WHAT IS NEEDED
State how many lines of the entries hold the string "limit". Reply with the number alone.

Extracted data entries:
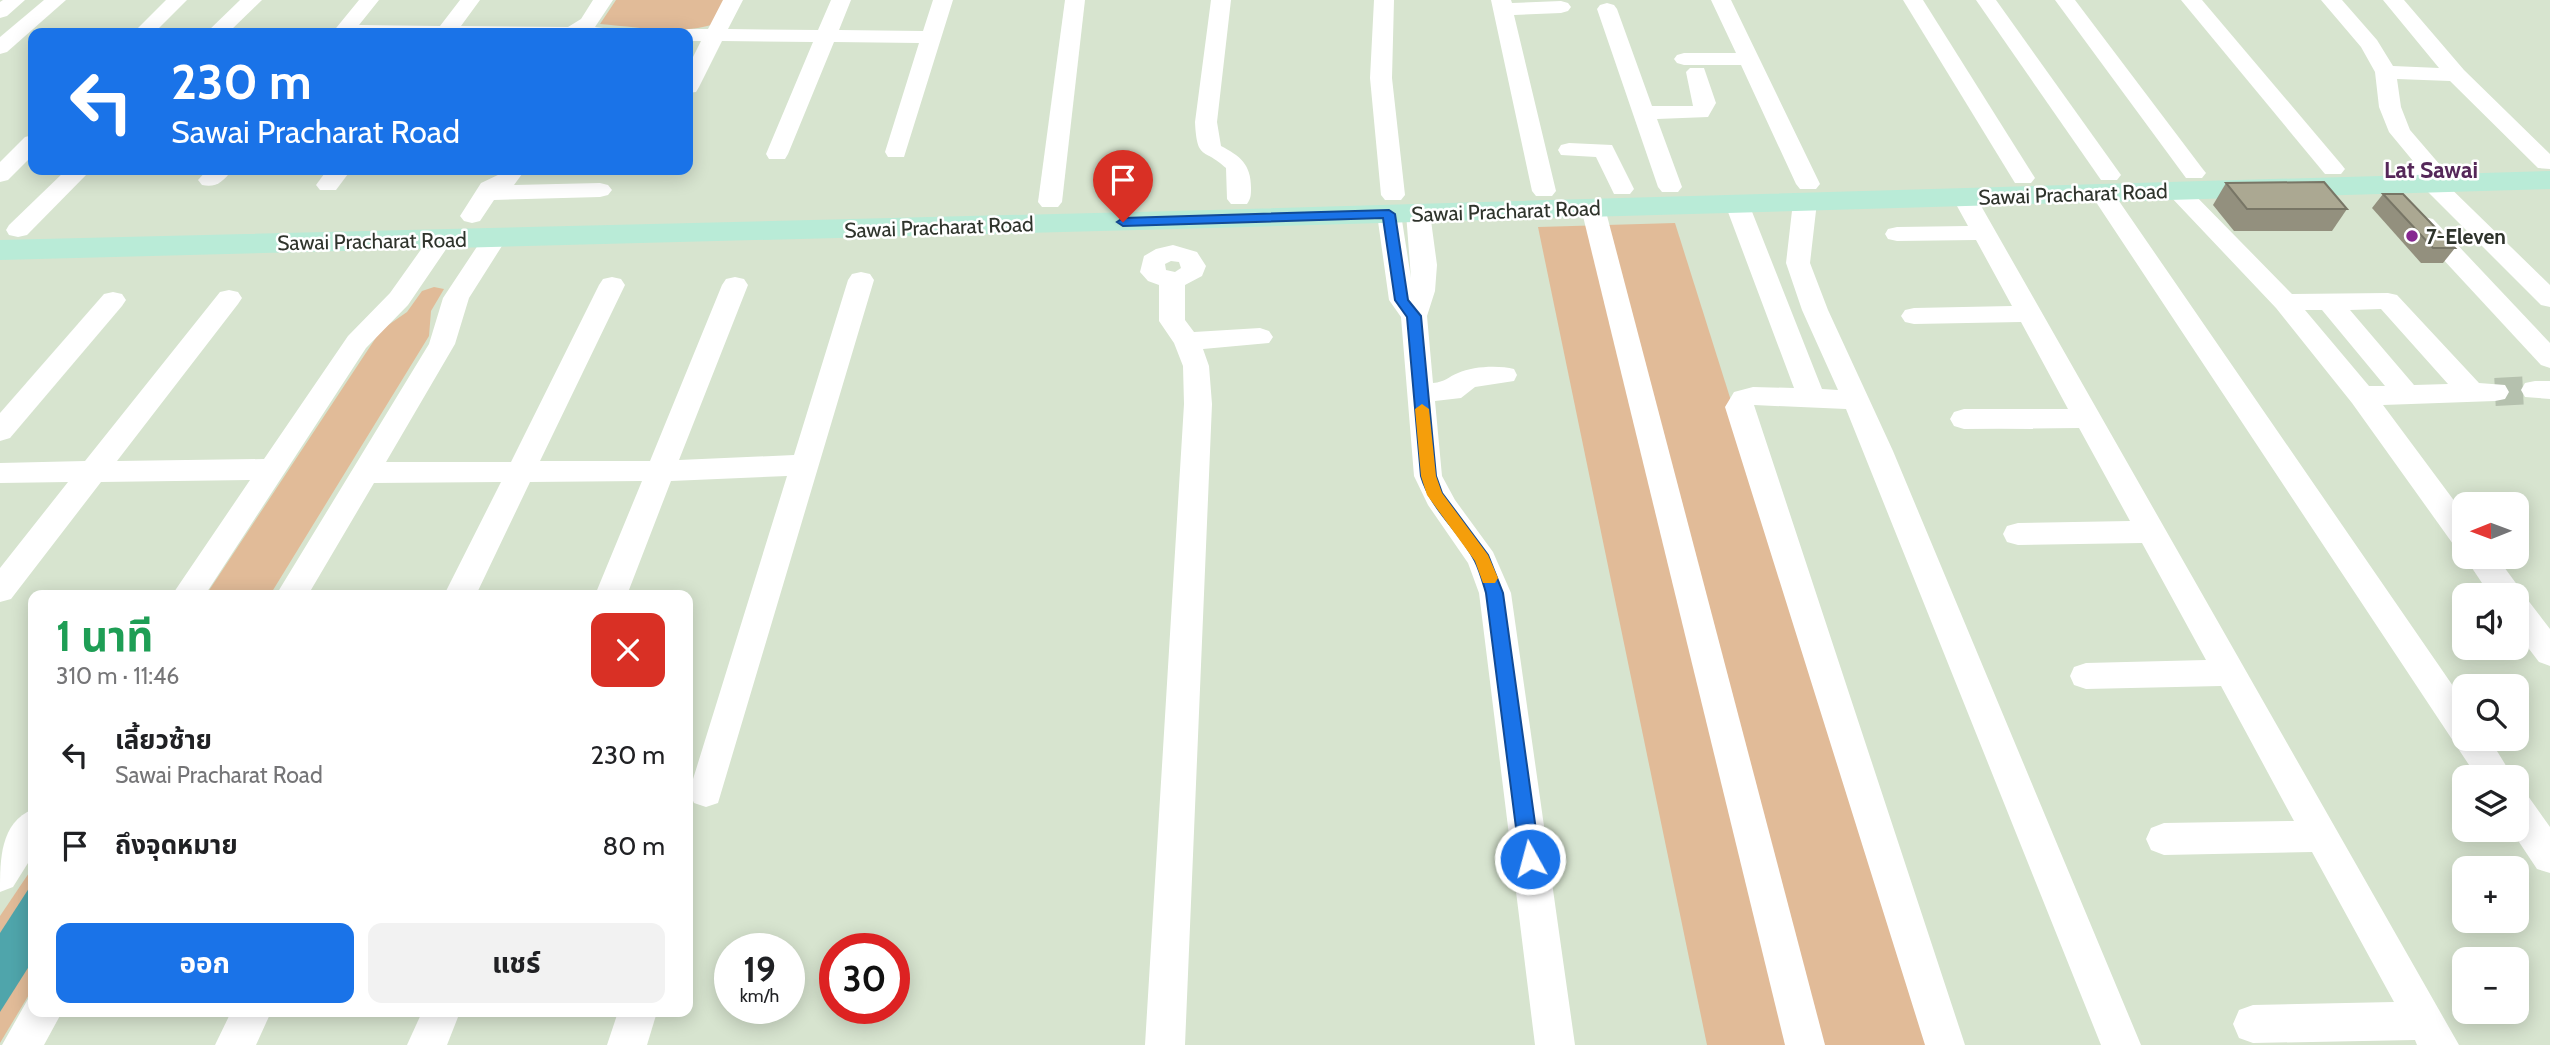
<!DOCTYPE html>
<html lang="th">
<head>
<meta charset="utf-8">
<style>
  body { margin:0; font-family:Cabin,"Noto Sans Thai",sans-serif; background:#f2f2f2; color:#202124; height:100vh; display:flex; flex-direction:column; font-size:26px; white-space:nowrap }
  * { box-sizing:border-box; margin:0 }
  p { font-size:23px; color:#757577 }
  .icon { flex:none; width:38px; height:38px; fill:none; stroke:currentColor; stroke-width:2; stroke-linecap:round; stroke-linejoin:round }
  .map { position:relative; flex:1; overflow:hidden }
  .details { position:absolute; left:28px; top:590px; width:665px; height:427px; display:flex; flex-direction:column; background:#fff; border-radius:14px; box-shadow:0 4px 18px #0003 }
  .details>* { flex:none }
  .guide { position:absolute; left:28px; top:28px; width:665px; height:147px; border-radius:14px; box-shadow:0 4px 18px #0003; background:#1a73e8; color:#fff; overflow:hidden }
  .needle { width:46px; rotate:269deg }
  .controls { position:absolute; left:2452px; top:492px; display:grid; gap:14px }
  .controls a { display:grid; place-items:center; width:77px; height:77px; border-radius:14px; background:#fff; box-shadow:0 4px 18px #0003; font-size:35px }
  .speed { position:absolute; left:714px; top:933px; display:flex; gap:14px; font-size:35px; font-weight:700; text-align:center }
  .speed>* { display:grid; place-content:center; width:91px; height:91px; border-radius:50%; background:#fff; box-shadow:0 4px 18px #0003; line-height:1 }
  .speed small { font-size:18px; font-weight:400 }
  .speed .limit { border:10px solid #d22; background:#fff; color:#111 }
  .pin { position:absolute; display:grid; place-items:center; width:60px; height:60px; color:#fff; margin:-72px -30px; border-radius:50% 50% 50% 0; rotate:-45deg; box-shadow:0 0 7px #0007 }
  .pin .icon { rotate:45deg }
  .me { position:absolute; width:77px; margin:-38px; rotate:353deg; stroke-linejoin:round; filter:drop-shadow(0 0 5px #0008) }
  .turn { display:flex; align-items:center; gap:24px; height:147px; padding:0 28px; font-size:32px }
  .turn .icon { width:91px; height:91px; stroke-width:2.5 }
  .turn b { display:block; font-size:49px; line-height:60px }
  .round { display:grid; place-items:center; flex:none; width:74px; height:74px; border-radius:14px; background:#f2f2f2 }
  .headline { display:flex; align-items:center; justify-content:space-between; height:119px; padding:0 28px }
  h1 { font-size:42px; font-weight:700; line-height:52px; color:#1e9e55 }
  .cta { display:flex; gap:14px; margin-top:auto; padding:14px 28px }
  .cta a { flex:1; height:80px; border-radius:14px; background:#1a73e8; color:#fff; font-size:28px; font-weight:700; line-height:80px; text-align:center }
  .cta a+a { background:#f2f2f2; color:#202124 }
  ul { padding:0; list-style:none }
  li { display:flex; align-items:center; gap:21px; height:91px; padding:0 28px }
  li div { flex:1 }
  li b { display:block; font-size:26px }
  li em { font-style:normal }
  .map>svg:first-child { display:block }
</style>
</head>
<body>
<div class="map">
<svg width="2550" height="1045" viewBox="0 0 2550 1045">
  <rect width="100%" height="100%" fill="#d7e4cf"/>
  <g fill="#e1bb98">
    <path d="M 616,0 L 732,0 L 722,21 C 685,37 640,27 600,24 Z"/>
    <path d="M 1675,223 L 1934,1045 L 1707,1045 L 1538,227 Z"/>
    <path d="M 434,287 L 444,289 L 431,311 L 429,336 L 270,595 L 206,595 L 381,330 L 407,312 L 422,291 Z"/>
    <path d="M 33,867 L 33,988 L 0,1043 L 0,916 Z"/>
  </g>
  <path fill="#4fa5ab" d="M 33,882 L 33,960 L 0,1012 L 0,933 Z"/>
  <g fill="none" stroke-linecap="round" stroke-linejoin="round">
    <path stroke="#b5c1ae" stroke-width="28" stroke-dasharray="28 14" stroke-linecap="butt" d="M 2495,392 L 2535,390"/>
    <g fill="#fff" fill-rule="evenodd">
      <path d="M 3,0 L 25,0 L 7,16 L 0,18 L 0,2 Z"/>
      <path d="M 44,0 L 66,0 L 7,52 L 0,54 L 0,37 Z"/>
      <path d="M 166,0 L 187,0 L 154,33 L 133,33 Z"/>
      <path d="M 240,0 L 262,0 L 228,33 L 206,33 Z"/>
      <path d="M 359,0 L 379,0 L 359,25 L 440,26 L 460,0 L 480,0 L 461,26 L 568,27 L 581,19 L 593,0 L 613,0 L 595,27 L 612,29 L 615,33 L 332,33 Z"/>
      <path d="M 723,0 L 743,0 L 728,29 L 818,30 L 831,0 L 851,0 L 839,30 L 923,31 L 933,0 L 953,0 L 904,157 L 888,157 L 885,152 L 919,43 L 834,42 L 788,154 L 785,159 L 769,159 L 766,154 L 813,42 L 722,41 L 699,87 L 696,92 L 688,93 L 688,67 L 701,41 L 688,41 L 688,33 L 679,33 L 688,29 L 708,29 Z"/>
      <path d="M 1065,0 L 1085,0 L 1062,202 L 1058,207 L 1042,207 L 1038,202 Z"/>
      <path d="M 1211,0 L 1231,0 L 1217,122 L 1221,146 C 1240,156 1251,164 1251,188 C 1251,195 1251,198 1247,204 L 1231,204 L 1227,199 L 1226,168 C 1204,147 1197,162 1195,122 Z"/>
      <path d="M 1374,0 L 1394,0 L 1392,78 L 1405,195 L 1401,200 L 1385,200 L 1381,195 L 1370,78 Z"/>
      <path d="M 1491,0 L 1511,0 L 1512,3 L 1561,1 L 1568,3 L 1571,7 L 1568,11 L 1561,13 L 1514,15 L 1556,191 L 1552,196 L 1536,196 L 1532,191 Z"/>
      <path d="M 1711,0 L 1731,0 L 1820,184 L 1816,189 L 1800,189 L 1796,184 L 1741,65 L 1684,65 L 1677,63 L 1674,59 L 1677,55 L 1684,53 L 1736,53 Z"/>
      <path d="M 1903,0 L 1923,0 L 2035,178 L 2031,183 L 2015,183 Z"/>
      <path d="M 1976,0 L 1996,0 L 2121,175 L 2117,180 L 2101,180 Z"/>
      <path d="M 2055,0 L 2075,0 L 2202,168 L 2206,173 L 2202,178 L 2186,178 Z"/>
      <path d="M 2181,0 L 2202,0 L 2341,164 L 2345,169 L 2341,174 L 2325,174 Z"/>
      <path d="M 2321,0 L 2342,0 L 2377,40 L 2393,66 L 2439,68 L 2383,0 L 2404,0 L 2464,70 L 2550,154 L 2550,169 L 2538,168 L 2450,81 L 2397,79 L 2401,107 L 2410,130 L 2441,166 L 2434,172 L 2550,285 L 2550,307 L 2541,305 L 2408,172 L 2405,167 L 2413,161 L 2389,132 L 2379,107 L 2375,72 L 2361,47 Z"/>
      <path d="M 1607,3 L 1614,5 L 1617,9 L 1652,106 L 1693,106 L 1686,72 L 1690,68 L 1704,68 L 1716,103 L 1708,117 L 1657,119 L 1682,187 L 1678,192 L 1662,192 L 1658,187 L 1597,9 L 1600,5 Z"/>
      <path d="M 33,135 L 33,155 L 8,180 L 0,182 L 0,162 L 25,137 Z"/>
      <path d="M 1569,143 L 1612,145 L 1634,189 L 1630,194 L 1614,194 L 1596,157 L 1561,155 L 1558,150 L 1561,145 Z"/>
      <path d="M 66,170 L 91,170 L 27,235 L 18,237 L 9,235 L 6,230 L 9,225 Z"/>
      <path d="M 207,170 L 232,170 C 223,182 216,188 202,185 L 198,180 Z"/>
      <path d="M 327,170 L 351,170 L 336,190 L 320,190 L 316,185 Z"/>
      <path d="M 502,170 L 525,170 L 514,185 L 600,183 L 608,185 L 612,190 L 608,195 L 600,197 L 494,200 L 480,221 L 472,223 L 464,221 L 460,216 L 481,183 L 500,174 Z"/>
      <path d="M 2178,184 L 2186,186 L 2292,294 L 2388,293 L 2397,295 L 2479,383 L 2505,385 L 2509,392 L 2505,399 L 2495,401 L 2383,405 L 2464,514 L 2464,547 L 2453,544 L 2352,403 L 2276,308 L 2170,196 L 2166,191 L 2170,186 ZM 2381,309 L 2448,384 L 2414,385 L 2350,310 ZM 2305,310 L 2322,310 L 2385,386 L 2369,386 Z"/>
      <path d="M 2102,186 L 2110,188 L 2464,702 L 2464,738 L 2489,738 L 2513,777 L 2477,777 L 2090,193 L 2094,188 Z"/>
      <path d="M 1964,190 L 1972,192 L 1976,197 L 2459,1045 L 2417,1045 L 2415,1040 L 2253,1043 L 2239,1038 L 2233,1024 L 2239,1010 L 2253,1005 L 2394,1002 L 2312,852 L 2164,855 L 2151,850 L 2146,839 L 2151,828 L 2164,823 L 2294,821 L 2221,686 L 2086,689 L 2074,685 L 2070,676 L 2074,667 L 2086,663 L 2206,660 L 2142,543 L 2018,545 L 2007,542 L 2003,534 L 2007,526 L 2018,523 L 2130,521 L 2079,428 L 1964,429 L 1954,426 L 1950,419 L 1954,412 L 1964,409 L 2068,409 L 2021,322 L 1914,324 L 1905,322 L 1901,316 L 1905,310 L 1914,308 L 2012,306 L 1976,240 L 1897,241 L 1888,239 L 1885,234 L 1888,229 L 1897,227 L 1968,226 L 1952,197 L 1956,192 Z"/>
      <path d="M 1805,195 L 1813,197 L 1817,202 L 1810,263 L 1828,310 L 1893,451 L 2141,1045 L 2101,1045 L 1846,409 L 1754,405 L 1965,1045 L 1925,1045 L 1725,407 L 1734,392 L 1753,387 L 1794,388 L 1725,204 L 1729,199 L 1745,199 L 1749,204 L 1822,389 L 1838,390 L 1802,310 L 1786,263 L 1793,202 L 1797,197 Z"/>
      <path d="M 1593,201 L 1601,203 L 1605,208 L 1825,1045 L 1785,1045 L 1581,208 L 1585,203 Z"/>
      <path d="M 1418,206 L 1426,208 L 1430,213 L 1437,265 L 1435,291 L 1427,316 L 1433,383 C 1445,382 1448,377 1458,373 C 1473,366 1499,365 1514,369 L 1517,375 L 1514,381 L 1475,387 L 1461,398 L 1435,401 L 1442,476 L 1455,500 L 1493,552 L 1511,593 L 1575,1045 L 1535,1045 L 1479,593 L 1468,563 L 1428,505 L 1414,476 L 1401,317 L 1389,300 L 1377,214 L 1381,209 L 1397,209 L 1401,214 L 1411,278 L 1406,213 L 1410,208 Z"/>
      <path d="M 2424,217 L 2433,219 L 2550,343 L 2550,368 L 2541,365 L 2415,229 L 2412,224 L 2415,219 Z"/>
      <path d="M 495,231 L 504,233 L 507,238 L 469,298 L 455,344 L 386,462 L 511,462 L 599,285 L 603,279 L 612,277 L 621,279 L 625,285 L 540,461 L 650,461 L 722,285 L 726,279 L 735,277 L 744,279 L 748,285 L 679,460 L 794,455 L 848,280 L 852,274 L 861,272 L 870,274 L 874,280 L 718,803 L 706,807 L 694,803 L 689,792 L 787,476 L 671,481 L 627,595 L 595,595 L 642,481 L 530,482 L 476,595 L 444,595 L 501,482 L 374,483 L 308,595 L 276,595 L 429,344 L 443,298 L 486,233 Z"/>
      <path d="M 441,232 L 450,234 L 453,239 L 408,305 L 366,348 L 205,595 L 172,595 L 250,480 L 101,482 L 11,599 L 0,602 L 0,568 L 68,482 L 0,483 L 0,463 L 85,461 L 220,292 L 229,290 L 238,292 L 242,298 L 238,304 L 117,461 L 264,459 L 348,336 L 390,293 L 432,234 Z"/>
      <path d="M 1173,245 L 1197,252 L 1206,266 L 1202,276 L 1185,285 L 1185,320 L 1194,332 L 1260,328 L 1269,331 L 1273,337 L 1269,343 L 1203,349 L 1209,366 L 1212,404 L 1185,1045 L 1145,1045 L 1184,404 L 1183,366 L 1174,343 L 1159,321 L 1159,285 L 1148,281 L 1140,272 L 1144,256 L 1156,249 ZM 1171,261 L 1179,262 L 1181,268 L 1175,272 L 1166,270 L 1165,264 Z"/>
      <path d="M 113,292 L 122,294 L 126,300 L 122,306 L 10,438 L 0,441 L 0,413 L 104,294 Z"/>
      <path d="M 2535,381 L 2550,381 L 2550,399 L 2525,397 L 2521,390 L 2525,383 Z"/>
      <path d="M 2464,556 L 2496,556 L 2518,586 L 2521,597 L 2527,599 L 2550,629 L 2550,666 L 2539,662 L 2516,632 L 2516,595 L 2490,595 Z"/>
      <path d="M 2516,792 L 2528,796 L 2550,827 L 2550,873 L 2537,869 L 2511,830 L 2516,830 Z"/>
      <path d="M 33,809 L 33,855 L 13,887 L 0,892 C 0,859 0,823 33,809 Z"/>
      <path d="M 33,996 L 33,1012 L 62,1012 L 44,1045 L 2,1045 L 28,999 Z"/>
      <path d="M 231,1012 L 271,1012 L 256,1045 L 215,1045 Z"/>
      <path d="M 422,1012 L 460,1012 L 447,1045 L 407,1045 Z"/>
      <path d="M 618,1012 L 657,1012 L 647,1045 L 607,1045 Z"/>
    </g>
    <path fill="#b9ebd7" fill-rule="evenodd" d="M 2550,171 L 2550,189 L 1175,229 L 0,260 L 0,240 L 1175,211 Z"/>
  </g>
  <g fill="#93907e">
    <path d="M 2226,183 L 2347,209 L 2332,231 L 2234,231 L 2213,205 Z"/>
    <path d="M 2383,194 L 2455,248 L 2443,263 L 2421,263 L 2372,208 Z"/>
  </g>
  <g fill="#aba892" stroke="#787666" stroke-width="2">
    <path d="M 2324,182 L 2347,209 L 2247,209 L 2226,183 Z"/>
    <path d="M 2383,194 L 2403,194 L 2455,248 L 2433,248 Z"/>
  </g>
  <path fill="#1a73e8" stroke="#114b97" stroke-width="2" d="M 1389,210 L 1395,214 L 1408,300 L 1421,316 L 1436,476 L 1442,493 L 1488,555 L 1503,593 L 1540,859 L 1537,865 L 1530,868 L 1523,865 L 1520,859 L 1486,593 C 1483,583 1480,571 1475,561 C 1459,530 1431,510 1421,476 L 1407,317 L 1395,300 L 1383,218 L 1123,226 L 1117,222 L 1123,218 Z"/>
  <path fill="#f59e0b" d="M 1422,404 L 1429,409 L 1436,476 L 1442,493 L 1488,555 L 1498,578 L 1495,583 L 1483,583 L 1475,561 L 1427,495 L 1421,476 L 1415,409 Z"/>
  <circle fill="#862791" stroke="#fff" stroke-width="2.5" cx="2412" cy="236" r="7"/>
  <g text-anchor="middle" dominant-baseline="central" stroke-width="5" stroke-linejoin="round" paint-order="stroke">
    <g font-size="21" fill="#2f342c" stroke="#fff">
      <text transform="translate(2073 194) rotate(-2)">Sawai Pracharat Road</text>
      <text transform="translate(1506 211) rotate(-2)">Sawai Pracharat Road</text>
      <text transform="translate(939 227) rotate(-2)">Sawai Pracharat Road</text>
      <text transform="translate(372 241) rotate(-1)">Sawai Pracharat Road</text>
    </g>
    <g font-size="21" font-weight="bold" fill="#2f342c" stroke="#fff" text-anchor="start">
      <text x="2426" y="236">7-Eleven</text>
    </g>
    <g font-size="23" font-weight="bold" fill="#552759" stroke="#fff">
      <text x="2431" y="170">Lat Sawai</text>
    </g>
  </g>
</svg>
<div class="controls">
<a><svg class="needle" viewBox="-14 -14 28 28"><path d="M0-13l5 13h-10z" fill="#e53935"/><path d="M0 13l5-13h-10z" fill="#757577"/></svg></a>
<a><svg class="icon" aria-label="sound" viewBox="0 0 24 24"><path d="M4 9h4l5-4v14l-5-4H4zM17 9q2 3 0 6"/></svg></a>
<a><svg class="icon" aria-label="search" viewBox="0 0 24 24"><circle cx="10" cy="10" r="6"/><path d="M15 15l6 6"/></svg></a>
<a><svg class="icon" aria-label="layers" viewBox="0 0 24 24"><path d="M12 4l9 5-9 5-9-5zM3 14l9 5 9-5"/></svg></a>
<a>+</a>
<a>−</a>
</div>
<div class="speed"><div>19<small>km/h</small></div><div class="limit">30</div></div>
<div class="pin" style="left:1123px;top:222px;background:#d93025"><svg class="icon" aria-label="arrive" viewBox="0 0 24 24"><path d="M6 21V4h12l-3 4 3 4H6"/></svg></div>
<svg class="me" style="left:1530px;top:859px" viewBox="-20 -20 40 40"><circle r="17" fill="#1a73e8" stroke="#fff" stroke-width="3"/><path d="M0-11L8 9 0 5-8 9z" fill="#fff"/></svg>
<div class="guide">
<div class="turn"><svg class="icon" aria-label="left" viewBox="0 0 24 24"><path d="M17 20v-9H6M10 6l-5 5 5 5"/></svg><div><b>230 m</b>Sawai Pracharat Road</div></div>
</div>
<section class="details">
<div class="headline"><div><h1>1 นาที</h1><p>310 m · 11:46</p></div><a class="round" style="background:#d93025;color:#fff"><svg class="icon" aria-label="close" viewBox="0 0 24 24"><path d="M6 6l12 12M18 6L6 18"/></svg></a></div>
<ul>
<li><svg class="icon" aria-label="left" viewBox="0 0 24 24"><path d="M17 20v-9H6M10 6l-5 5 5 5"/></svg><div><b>เลี้ยวซ้าย</b><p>Sawai Pracharat Road</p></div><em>230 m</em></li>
<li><svg class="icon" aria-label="arrive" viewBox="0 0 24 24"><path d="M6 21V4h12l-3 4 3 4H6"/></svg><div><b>ถึงจุดหมาย</b></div><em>80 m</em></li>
</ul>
<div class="cta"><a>ออก</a><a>แชร์</a></div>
</section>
</div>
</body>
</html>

SOLVED EXERCISE
2